Hacker News new | ask | show | jobs
by tptacek 4530 days ago
XXE's are awful. You wouldn't think that simply by parsing an XML file --- something so simple people are tempted to do it with regexes --- you'd be invoking machinery that translates the XML language and binds it to, in effect, scripting language features. But that's what you're doing when you use common XML libraries!

For applications on mainstream stacks, if you accept XML inputs (explicitly accept them, that is; as in, invoke the XML parser yourself) and haven't taken the time to make sure you're not expanding entities, the safest bet is to assume that your XML parser has a "let inbound XML run shell commands" feature embedded into it. That's an oversimplification, but maybe not much of one.

This is a great, subtle finding. And Reginaldo handled it like a pro. Let the feeding frenzy for hiring Reginaldo Silva... commence! :)

3 comments

I don't know if you read it, but I sent you an email about this same bug (when I originally found it in Drupal) in 2012. Didn't know FB was vulnerable back then. By the way, I learned a lot from you here on HN. So let me take this opportunity and say thank you very much.
I did! I responded to your first mail, too! :)

When I saw your name, it looked familiar, and I went and looked up your old mail. Great work! Congrats on an awesome finding.

So by default many XML libraries essentially allow remote code execution?

How in the world is that ok? How is that the standard?

which platforms? Really I am curious. Checking our XML in processors and there is nothing there that could lead to execution of what is within the XML.

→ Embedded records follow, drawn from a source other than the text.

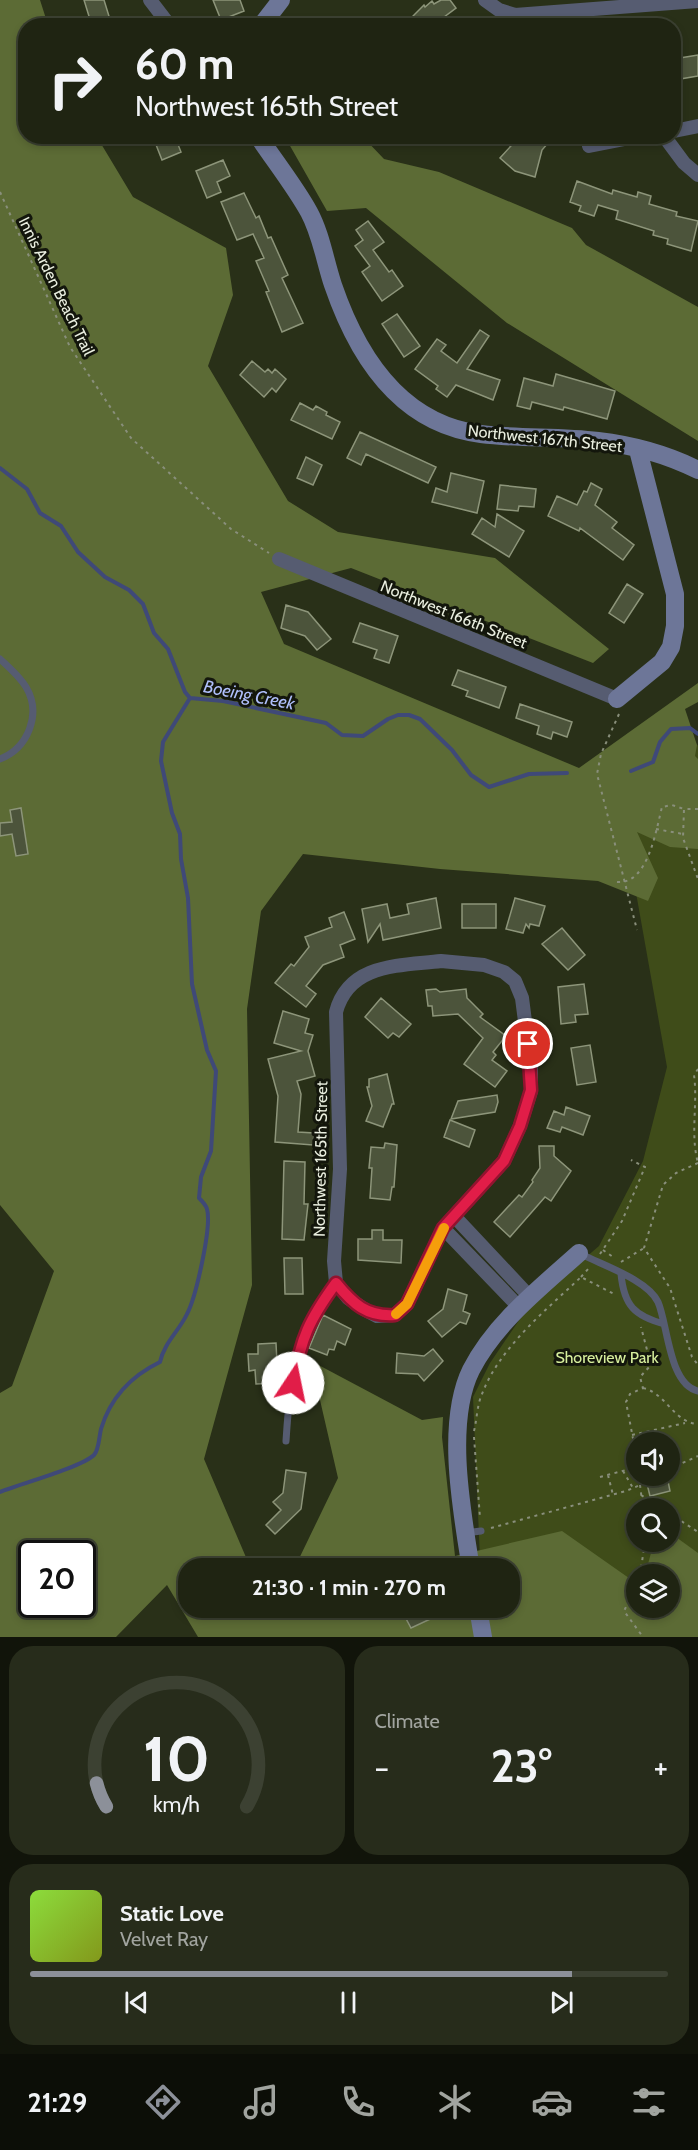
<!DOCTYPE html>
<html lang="en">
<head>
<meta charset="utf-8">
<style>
	:root { --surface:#1f2412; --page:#272c1b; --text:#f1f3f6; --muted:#a1a49f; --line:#3c4132; --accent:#8c9099 }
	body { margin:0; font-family:Cabin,sans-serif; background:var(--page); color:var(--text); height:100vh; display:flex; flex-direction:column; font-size:22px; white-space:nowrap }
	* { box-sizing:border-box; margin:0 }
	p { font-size:20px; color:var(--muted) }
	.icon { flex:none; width:33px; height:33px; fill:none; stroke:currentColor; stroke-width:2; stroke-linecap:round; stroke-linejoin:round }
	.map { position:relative; height:1637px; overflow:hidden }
	.sheet { display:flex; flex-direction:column; gap:9px; padding:9px; background:#11140a; flex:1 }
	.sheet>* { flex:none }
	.top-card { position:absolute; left:18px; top:18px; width:663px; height:126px; border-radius:24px; box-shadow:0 3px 9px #0003,0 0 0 2px var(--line); background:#1f2412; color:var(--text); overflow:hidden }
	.controls { position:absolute; left:626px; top:1432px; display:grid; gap:12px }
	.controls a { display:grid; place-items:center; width:54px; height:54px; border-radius:50%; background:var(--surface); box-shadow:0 3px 9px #0003,0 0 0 2px var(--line); font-size:30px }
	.speed { position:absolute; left:18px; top:1540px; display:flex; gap:12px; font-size:30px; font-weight:700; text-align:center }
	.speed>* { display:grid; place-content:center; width:78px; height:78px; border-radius:50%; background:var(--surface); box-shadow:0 3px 9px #0003,0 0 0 2px var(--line); line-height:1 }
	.speed .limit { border:3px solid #111; border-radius:9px; background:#fff; color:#111 }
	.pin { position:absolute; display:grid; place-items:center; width:51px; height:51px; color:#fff; margin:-26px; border:3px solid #fff; border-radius:50%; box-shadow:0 2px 6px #0007 }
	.me { position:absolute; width:66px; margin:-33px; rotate:11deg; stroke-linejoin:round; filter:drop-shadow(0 0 4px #0008) }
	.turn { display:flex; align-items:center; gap:21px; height:126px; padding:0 18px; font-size:27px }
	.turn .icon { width:78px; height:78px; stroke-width:2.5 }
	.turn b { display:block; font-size:42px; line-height:51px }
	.big { font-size:45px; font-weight:800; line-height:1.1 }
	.sheet .card { flex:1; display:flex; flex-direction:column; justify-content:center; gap:9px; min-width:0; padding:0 21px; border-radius:24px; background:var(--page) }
	.sheet .dial { align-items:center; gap:0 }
	.dial svg { height:156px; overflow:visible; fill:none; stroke:var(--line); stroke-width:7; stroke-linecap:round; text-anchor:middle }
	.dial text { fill:var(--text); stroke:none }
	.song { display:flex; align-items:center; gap:18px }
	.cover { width:72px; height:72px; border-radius:9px; background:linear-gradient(135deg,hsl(90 70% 55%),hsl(70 70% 35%)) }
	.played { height:6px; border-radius:3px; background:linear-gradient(90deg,var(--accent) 85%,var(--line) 85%) }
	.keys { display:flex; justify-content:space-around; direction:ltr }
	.heat { display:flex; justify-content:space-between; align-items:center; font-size:33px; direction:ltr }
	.sheet .tiles { flex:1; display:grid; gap:9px; grid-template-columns:1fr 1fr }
	.card:last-child { grid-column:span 2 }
	.trip { position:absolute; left:178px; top:1558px; width:342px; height:60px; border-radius:24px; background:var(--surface); box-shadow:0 3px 9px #0003,0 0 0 2px var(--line); font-weight:800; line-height:60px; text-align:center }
	.menu { display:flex; height:96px; justify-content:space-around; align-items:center; background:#0c0e07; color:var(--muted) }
	.menu .icon { width:42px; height:42px }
	.menu .current { color:var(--accent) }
	.menu b { font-size:27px; color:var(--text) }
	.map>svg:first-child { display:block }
	.green { fill:#3f4c19; fill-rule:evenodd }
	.forest { fill:#5c6b35; fill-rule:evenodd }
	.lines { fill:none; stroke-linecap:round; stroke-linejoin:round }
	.stream { stroke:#3f4978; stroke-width:4 }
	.building { fill:#4c543b; stroke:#8d957a; stroke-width:1.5 }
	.path { stroke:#898f7b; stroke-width:2; stroke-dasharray:3 4.5; stroke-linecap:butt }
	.lane { stroke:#565c71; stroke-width:7 }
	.street { stroke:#565c71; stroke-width:14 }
	.secondary { stroke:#6d7698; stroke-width:18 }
	.route-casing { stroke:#92132f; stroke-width:15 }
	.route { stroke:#e11d48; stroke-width:10 }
	.slow { stroke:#f59e0b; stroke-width:10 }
	.labels { text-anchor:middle; stroke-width:6; stroke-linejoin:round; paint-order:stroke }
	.street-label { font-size:16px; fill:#e9eedf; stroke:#13160c }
	.park-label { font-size:16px; fill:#d7ef9d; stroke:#13160c }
	.water-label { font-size:18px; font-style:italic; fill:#afbffb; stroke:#13160c }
</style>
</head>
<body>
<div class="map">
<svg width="698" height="1637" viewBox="0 0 698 1637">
	<rect width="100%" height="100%" fill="#293018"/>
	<path class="green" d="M698,745V1637L510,1608V1569L480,1559L473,1397L490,1363L528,1307L599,1246L643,1161L667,1067L614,769ZM636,1443H669V1476H636ZM636,1509H669V1542H636ZM636,1575H669V1608H636Z"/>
	<path class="forest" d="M0,0H40L48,25L26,26V136L97,137L133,197L226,248L233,295L208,366L288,501L338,532L495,558L609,649L593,663L351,568L261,592L284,644L579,768L698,683V702L685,709L697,745L695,756L698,759V849L670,847L637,832L658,878L648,901L598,881L440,869L303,854L261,911L247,1009L252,1285L204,1459L251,1569H189V1608H268L271,1614L274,1608H510V1569H294L338,1478L311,1361L422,1420L443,1417L442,1437L455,1556L562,1531L636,1583V1608H669V1575H645L654,1542H669V1532L698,1553V1637H198L167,1585L116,1637H0V1393L12,1386L54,1271L0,1205ZM32,1554H82V1605H32Z
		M285,137H363L384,159L439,172L572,228L586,245L698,307V441L507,323L366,208L327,211Z"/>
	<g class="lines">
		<path class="stream" d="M0,468L27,489L40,513L61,526L78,552L105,577L129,590L143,604L154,633L168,649L185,692L190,698L223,701L326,723L342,735L363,736L388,719L398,715H409L420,719L452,750L471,775L489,787L529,774L567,773
			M631,771L653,762L660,742L671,729L690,728L698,734
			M0,1492C20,1484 82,1467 94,1455C99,1450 99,1437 101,1429C110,1399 131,1376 160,1362C164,1343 179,1331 187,1314C196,1297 212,1226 207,1209C206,1205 202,1201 199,1198L201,1177L211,1151L216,1071L207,1050L192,984L188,898L181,859L180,834L172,813L161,761L163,742L190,698"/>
	</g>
	<path class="building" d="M84,0H104L112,26H92Z
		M213,0H240L244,11L221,20Z
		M441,0H450L456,8L432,26H415L410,19L424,5L425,7L432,1L434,4Z
		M698,55V76L674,80V59Z
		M520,136H554L542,150L535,177L515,171L500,158Z
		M153,137H175L181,152L162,160Z
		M223,160L230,176L217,182L221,192L207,198L196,171Z
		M577,181L612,194L613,190L637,197L638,192L651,196L649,204L677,212L676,216L698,221L691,251L667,244L668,239L653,235L654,231L616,219L618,211L598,205L594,216L579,211L581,206L570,202Z
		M244,193L256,218L259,216L268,238L271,237L288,275L282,278L303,323L282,332L266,292L269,291L256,261L264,258L253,234L237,240L221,202Z
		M368,221L384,242L373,250L389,272L392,270L403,286L382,301L362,272L370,266L355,246L363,240L356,230Z
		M397,314L420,346L404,357L382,324Z
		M480,330L489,336L467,369L500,380L493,400L456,385L447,397L436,389L438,386L415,369L437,339L446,345L441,351L457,363Z
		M252,361L265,372L268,369L272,373L275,369L286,379L276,392L272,388L264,397L240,375Z
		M556,374L615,391L607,419L564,407L563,410L532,402L530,409L517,406L524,378L553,386Z
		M300,403L313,410L316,406L327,412L326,415L340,422L332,439L291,420Z
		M360,432L436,467L428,483L366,454L361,465L347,458Z
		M306,457L322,465L313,485L297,478Z
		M451,473L484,481L477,513L432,502L436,488L447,492Z
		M591,483L602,489L595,505L617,522L612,528L634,545L623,560L580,528L579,531L548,516L557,496L577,505L584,491L587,492Z
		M500,485L536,489L534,507L519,506L518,511L497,509Z
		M497,514L524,531L509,557L472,534L482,518L495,527Z
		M627,584L643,594L624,623L609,613Z
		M286,605L308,612L331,639L317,650L305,636L281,628Z
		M360,623L398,636L389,663L374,658L377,650L353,642Z
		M458,670L506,687L499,708L466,696L468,691L452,685Z
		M520,704L572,722L567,737L553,732L551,739L537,734L539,726L516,718Z
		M21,808L28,854L16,856L12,834L0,836V823L12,822L10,810Z
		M436,898L441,928L383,940L380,924L368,942L362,909L387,904L390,918L409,914L407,904Z
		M515,898L545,906L539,926L530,924L529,928L526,924L523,933L506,929Z
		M462,904H496V928H462Z
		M344,912L355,939L340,945L344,957L323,965L306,986L316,994L306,1007L275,983L291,964L294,966L309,947L305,937L332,927L329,918Z
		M562,928L585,955L568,970L542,944Z
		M584,984L588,1014L575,1015L576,1022L561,1024L558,987Z
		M436,989L440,992L466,989L467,998L483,1014L480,1017L506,1036L493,1052L496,1055L492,1060L507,1071L495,1087L464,1064L483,1038L458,1014L433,1016L432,1006H428L426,990Z
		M381,998L411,1024L399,1037L393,1033L388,1038L365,1017Z
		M283,1011L309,1019L305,1033L313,1035L308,1051L315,1076L297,1081L301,1094L298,1132L314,1133L313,1145L275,1142L278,1096L268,1059L301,1051L274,1043Z
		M590,1045L596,1082L577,1085L571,1048Z
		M387,1074L394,1104H392L383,1127L366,1121L372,1106L367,1087H369V1079Z
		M497,1095L498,1102L495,1112L451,1119L458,1101Z
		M566,1107L590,1116L583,1135L562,1127L560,1132L547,1128L554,1111L564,1115Z
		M450,1120L475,1130L469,1147L444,1137Z
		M385,1143L397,1145L394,1187H392L390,1200L370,1198L372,1168H369L371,1147L384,1148Z
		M539,1146H554V1156L571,1171L551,1201L545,1197L510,1237L494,1222L519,1195L522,1197L533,1182L532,1180L540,1168Z
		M284,1161L305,1162L304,1204H308L304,1240L282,1239Z
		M372,1230H383V1240H402L401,1263L358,1260V1239H372Z
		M284,1258H302L303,1294H285Z
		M448,1289L467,1295L463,1311L470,1314L466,1324L460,1322L442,1337L428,1321L443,1309Z
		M323,1315L351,1329L345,1345L337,1341L334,1350L329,1349L327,1355L309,1348Z
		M276,1343L278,1383L256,1384L255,1370L249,1371L248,1354H258V1344Z
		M433,1349L443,1361L424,1381L418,1374L396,1373L397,1353L424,1356Z
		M286,1470L306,1473L301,1509L275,1534L266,1525L281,1510L273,1502L283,1493Z
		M661,1476H667L670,1491L650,1496L646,1480Z
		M408,1608H454L411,1628L402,1611Z"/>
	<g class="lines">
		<path class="path" d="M0,192L70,347L131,438L231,529L269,553
			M619,714L601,754L597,774L637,930
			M698,809H684L683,838L698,879
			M656,829L683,834
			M617,882C648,885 656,830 662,807L672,805L684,809
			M698,1069L694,1075C698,1104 690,1134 698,1163
			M698,1163L676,1173L663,1185L644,1248L670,1288L692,1357L698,1365
			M603,1250L613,1257
			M600,1254L622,1221L645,1167L631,1160
			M621,1262L644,1248
			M581,1277L589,1268
			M643,1388C666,1393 674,1423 698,1424
			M474,1431C477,1419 477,1405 482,1394C500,1347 545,1311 581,1277L616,1295
			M632,1435L685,1423
			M474,1437L480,1518
			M636,1454L626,1402L630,1394L643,1388L640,1377L651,1365L641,1327
			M669,1469L698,1456
			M623,1471L633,1488
			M608,1475L613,1495
			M600,1477L626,1470L636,1454
			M640,1485L643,1509
			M641,1495L663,1509
			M669,1513L698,1532
			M491,1528L626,1491L640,1485L645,1476
			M640,1575L645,1542
			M636,1587L624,1611L643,1637"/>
		<path class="lane" d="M0,659C9,667 20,677 26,687C42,714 28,748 0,759
			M581,1254C602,1265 648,1280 658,1302C668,1325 669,1385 698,1391
			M621,1274C624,1306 635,1316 664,1324
			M286,1441C288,1408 291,1374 300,1343C307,1321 322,1302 336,1283
			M465,1533L481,1531"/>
		<path class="street" d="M150,0L170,26
			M485,0L499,10L515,15L698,1
			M674,131L698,126
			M664,136L684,163L698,175
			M589,146L640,136
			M279,559L617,699
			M441,961L484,965L504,972L515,981L522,998L531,1068V1091L520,1126L504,1161L443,1228L407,1304L395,1315L377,1316L364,1309L348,1298L336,1283L334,1261L340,1169L336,1012C349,963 400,966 441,961Z
			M454,1216L530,1297
			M443,1228L519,1307"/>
		<path class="secondary" d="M261,26L281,0
			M258,136C274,160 296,188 309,212C321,234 325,261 333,285C357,355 400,424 481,434C520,439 559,436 598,441C632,445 668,455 698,470
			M617,699L662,662L671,647L675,626V594L638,450
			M471,1569C462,1512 445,1423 471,1370C495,1323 540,1288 579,1253
			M478,1608L483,1637"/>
	</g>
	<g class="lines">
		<g class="route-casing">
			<path id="route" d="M293,1383C301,1338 309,1320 336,1283C353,1304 367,1317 395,1315L407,1304L443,1228L504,1161L520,1126L531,1090L528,1044"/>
		</g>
		<use href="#route" class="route"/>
		<path class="slow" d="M396,1314L407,1304L444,1228"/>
	</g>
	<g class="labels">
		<g class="street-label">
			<text transform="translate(57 286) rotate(64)" y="6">Innis Arden Beach Trail</text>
			<text transform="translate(545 438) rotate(6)" y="6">Northwest 167th Street</text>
			<text transform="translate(454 614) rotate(22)" y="6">Northwest 166th Street</text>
			<text transform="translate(320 1159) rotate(-89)" y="6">Northwest 165th Street</text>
		</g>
		<g class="park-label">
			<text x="607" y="1363">Shoreview Park</text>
		</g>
		<g class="water-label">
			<text transform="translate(249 695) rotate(11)" y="6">Boeing Creek</text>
		</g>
	</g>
</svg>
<div class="controls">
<a><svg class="icon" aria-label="sound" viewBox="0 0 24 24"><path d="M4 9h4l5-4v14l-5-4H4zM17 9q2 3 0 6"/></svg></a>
<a><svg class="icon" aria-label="search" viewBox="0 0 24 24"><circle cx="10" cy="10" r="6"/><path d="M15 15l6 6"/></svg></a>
<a><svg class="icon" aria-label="layers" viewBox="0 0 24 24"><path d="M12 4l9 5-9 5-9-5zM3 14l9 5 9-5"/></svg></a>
</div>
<div class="speed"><div class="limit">20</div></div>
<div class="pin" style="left:528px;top:1044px;background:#d93025"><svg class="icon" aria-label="arrive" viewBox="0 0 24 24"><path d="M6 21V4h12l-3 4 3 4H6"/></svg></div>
<svg class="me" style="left:293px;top:1383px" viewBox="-20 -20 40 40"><circle r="19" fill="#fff"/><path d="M0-13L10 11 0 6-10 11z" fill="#e11d48"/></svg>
<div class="trip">21:30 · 1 min · 270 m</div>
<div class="top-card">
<div class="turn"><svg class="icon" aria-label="right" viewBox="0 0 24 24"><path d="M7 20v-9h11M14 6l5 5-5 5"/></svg><div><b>60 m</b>Northwest 165th Street</div></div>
</div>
</div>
<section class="sheet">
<div class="tiles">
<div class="card dial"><svg viewBox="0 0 100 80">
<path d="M14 69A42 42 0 1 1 86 69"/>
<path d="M14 69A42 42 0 0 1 9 57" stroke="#8c9099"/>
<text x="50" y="56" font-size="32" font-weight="700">10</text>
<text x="50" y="72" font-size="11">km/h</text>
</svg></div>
<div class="card"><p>Climate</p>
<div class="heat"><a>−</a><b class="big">23°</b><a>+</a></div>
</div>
<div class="card">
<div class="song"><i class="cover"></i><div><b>Static Love</b><p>Velvet Ray</p></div></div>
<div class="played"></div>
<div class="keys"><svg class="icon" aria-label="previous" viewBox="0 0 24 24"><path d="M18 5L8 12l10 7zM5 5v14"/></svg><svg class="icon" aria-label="pause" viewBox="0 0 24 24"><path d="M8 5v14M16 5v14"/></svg><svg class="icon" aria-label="next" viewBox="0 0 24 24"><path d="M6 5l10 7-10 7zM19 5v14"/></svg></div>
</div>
</div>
</section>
<nav class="menu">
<b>21:29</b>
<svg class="icon current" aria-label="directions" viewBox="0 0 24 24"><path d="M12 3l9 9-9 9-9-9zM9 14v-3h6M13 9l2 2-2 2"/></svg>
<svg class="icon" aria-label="music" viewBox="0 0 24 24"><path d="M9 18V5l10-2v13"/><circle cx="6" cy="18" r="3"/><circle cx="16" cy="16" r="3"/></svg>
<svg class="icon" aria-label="phone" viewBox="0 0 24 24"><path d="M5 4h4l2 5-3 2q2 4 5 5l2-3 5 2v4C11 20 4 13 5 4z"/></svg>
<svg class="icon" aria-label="climate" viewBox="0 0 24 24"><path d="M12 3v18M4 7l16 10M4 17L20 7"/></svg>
<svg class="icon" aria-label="car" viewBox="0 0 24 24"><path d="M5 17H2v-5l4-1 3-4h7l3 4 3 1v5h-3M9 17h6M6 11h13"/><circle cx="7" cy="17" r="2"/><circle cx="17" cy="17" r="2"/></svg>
<svg class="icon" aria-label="filters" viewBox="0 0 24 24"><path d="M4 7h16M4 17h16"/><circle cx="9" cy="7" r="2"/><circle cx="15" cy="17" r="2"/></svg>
</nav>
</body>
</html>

Are there examples somewhere I can see to understand how this is even possible?

Not just XML, JSON parsers are notoriously vulnerable as well.
Citation needed.

There have been many vulnerabilities in YAML parsers for ruby because they let you encode actual objects / code.

JSON, despite being "Javascript object notation", can't actually encode full code/objects. You only have a few datatypes: (off the top of my head) bools, strings, numbers, arrays, key/value dicts. None of these are dangerous or difficult to parse.

What you might be thinking about is the recent Ruby on Rails vulnerability which was caused by transforming JSON into YAML and then parsing the YAML. It would be more accurate to say the YAML parser was vulnerable.

Your claim that "JSON parsers are notoriously vulnerable" implies that this is a common occurrence as well, not just a single incidence.

I personally don't see it as likely because JSON has pretty much no features compared to xml; the surface area is tiny.

Not exactly remote execution, but the parsing and construction of key/value dictionaries can be and has been exploited [1].

[1] http://arstechnica.com/business/2011/12/huge-portions-of-web...

Agreeing with the other statement: a JSON deserializer should never be executing arbitrary code as part of a feature of the deserializer. YAML, Python pickle, PHP serialization, etc. all allow serialization of arbitrary class instances by default, but JSON only allows simple data types.

So, no clue where you're getting that from.

Examples like these are the reason why I like to avoid XML. Unless your using something that actually takes advantage of the tree structure of xml and needs it's features, it's really overcomplicated overkill that can bite you in the ass.

%95 of the time your just using XML like another JSON/serialization format and you should definitely be using something just as lightweight.